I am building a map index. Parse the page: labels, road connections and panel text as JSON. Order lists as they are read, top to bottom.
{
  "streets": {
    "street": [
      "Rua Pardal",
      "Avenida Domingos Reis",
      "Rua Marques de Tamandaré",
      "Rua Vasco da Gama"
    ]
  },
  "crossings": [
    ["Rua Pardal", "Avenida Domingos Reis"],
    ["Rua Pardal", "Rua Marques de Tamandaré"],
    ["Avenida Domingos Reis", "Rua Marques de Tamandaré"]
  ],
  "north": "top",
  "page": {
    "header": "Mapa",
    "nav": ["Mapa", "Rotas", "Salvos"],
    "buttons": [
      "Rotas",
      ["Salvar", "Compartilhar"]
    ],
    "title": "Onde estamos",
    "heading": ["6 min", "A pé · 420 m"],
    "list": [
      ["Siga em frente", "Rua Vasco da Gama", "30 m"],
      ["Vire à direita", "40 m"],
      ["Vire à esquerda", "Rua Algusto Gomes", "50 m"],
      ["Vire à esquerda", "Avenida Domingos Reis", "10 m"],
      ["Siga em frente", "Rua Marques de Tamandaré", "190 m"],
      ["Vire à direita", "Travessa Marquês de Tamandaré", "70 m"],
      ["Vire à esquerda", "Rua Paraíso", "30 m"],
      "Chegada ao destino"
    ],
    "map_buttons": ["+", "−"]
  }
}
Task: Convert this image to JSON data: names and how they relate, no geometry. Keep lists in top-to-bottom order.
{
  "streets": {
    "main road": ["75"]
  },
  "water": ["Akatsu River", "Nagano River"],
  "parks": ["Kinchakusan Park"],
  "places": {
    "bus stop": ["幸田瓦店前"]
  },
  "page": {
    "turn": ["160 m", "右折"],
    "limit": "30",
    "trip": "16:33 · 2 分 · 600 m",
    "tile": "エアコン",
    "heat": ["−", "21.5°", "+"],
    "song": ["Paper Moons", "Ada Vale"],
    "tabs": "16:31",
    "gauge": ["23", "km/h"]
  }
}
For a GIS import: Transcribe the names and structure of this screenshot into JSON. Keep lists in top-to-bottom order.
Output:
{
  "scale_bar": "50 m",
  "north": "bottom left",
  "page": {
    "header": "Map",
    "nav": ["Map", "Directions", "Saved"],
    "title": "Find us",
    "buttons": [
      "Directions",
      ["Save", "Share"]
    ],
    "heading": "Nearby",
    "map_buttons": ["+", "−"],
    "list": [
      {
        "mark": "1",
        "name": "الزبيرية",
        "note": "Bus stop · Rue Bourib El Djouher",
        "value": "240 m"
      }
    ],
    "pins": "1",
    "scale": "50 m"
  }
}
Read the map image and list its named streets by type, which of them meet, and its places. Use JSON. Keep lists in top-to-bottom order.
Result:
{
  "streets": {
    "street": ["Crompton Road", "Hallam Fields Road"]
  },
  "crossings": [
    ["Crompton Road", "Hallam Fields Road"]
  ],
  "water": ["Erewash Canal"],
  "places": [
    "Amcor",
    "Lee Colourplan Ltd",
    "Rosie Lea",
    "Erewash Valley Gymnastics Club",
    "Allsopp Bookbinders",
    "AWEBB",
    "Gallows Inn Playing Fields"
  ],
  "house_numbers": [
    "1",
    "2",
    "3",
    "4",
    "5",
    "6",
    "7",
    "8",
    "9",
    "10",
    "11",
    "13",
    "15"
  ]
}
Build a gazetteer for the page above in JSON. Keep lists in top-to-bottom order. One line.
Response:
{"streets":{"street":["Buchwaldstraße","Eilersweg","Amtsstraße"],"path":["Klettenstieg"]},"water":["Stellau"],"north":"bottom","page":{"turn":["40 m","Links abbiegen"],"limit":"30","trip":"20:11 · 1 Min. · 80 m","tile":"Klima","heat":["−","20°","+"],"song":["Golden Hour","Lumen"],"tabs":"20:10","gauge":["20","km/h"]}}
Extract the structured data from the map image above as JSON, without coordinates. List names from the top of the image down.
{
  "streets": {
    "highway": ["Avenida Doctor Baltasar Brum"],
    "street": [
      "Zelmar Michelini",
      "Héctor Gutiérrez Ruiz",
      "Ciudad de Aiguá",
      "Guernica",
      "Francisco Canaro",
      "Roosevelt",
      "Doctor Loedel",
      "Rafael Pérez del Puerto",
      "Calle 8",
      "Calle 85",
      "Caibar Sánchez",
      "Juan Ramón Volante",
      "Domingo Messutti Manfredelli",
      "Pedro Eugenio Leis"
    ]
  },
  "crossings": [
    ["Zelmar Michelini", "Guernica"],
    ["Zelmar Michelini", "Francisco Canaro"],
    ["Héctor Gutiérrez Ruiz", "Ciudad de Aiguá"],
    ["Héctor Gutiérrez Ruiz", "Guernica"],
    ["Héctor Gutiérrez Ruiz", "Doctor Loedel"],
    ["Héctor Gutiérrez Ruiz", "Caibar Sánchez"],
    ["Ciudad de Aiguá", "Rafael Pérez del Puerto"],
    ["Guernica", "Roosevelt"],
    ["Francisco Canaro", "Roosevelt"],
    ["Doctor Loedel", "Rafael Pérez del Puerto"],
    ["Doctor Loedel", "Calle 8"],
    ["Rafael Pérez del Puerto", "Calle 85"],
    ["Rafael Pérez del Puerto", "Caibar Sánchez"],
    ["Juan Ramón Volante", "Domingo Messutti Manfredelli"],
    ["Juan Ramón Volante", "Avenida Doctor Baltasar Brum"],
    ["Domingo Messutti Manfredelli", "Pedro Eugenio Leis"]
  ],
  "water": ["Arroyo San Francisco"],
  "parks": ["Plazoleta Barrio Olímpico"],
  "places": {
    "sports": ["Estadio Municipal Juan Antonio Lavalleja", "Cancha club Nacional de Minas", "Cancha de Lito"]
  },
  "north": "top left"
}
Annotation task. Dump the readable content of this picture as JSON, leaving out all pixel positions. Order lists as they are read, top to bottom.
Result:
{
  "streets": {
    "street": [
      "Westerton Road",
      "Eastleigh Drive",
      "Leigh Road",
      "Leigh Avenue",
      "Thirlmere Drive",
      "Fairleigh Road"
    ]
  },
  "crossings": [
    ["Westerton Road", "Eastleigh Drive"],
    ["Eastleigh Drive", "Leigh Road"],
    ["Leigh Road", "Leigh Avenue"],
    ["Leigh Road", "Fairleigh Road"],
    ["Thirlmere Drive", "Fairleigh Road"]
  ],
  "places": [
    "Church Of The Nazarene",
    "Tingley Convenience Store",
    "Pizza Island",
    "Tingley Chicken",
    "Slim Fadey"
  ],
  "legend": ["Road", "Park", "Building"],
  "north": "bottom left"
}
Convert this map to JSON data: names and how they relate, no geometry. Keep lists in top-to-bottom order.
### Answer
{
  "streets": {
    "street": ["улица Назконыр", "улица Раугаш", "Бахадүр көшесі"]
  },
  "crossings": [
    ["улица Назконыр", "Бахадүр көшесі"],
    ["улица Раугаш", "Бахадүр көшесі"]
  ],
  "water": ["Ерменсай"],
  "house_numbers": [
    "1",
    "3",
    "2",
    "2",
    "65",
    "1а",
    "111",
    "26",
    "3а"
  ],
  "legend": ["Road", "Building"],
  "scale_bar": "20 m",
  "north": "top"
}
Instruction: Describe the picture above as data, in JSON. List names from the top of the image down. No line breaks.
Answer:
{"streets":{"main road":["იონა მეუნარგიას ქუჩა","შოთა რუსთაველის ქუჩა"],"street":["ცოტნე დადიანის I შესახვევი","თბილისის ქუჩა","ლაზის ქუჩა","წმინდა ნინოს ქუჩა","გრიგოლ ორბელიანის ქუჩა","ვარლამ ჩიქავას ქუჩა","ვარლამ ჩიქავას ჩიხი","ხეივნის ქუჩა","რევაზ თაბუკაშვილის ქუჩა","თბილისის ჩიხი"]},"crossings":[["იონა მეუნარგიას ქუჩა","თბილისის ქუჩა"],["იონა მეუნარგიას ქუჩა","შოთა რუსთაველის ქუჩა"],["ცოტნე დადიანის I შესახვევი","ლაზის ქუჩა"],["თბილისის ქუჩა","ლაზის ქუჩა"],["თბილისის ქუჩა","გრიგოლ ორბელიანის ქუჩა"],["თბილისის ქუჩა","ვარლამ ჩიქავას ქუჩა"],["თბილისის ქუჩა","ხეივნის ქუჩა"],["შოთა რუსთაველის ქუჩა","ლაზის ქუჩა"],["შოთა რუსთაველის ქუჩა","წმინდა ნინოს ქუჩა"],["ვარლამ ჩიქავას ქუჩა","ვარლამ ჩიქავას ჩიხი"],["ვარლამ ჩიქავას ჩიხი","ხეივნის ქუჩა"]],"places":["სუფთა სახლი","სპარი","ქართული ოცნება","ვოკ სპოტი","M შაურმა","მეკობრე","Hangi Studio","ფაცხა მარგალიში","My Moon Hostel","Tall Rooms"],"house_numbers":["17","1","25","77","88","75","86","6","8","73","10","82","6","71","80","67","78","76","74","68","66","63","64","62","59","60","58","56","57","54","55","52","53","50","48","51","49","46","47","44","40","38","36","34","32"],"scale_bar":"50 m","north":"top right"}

What this task involves: From the records given above, copy all lines containing "Juan".

Answer to this problem:
      "Juan Ramón Volante",
    ["Juan Ramón Volante", "Domingo Messutti Manfredelli"],
    ["Juan Ramón Volante", "Avenida Doctor Baltasar Brum"],
    "sports": ["Estadio Municipal Juan Antonio Lavalleja", "Cancha club Nacional de Minas", "Cancha de Lito"]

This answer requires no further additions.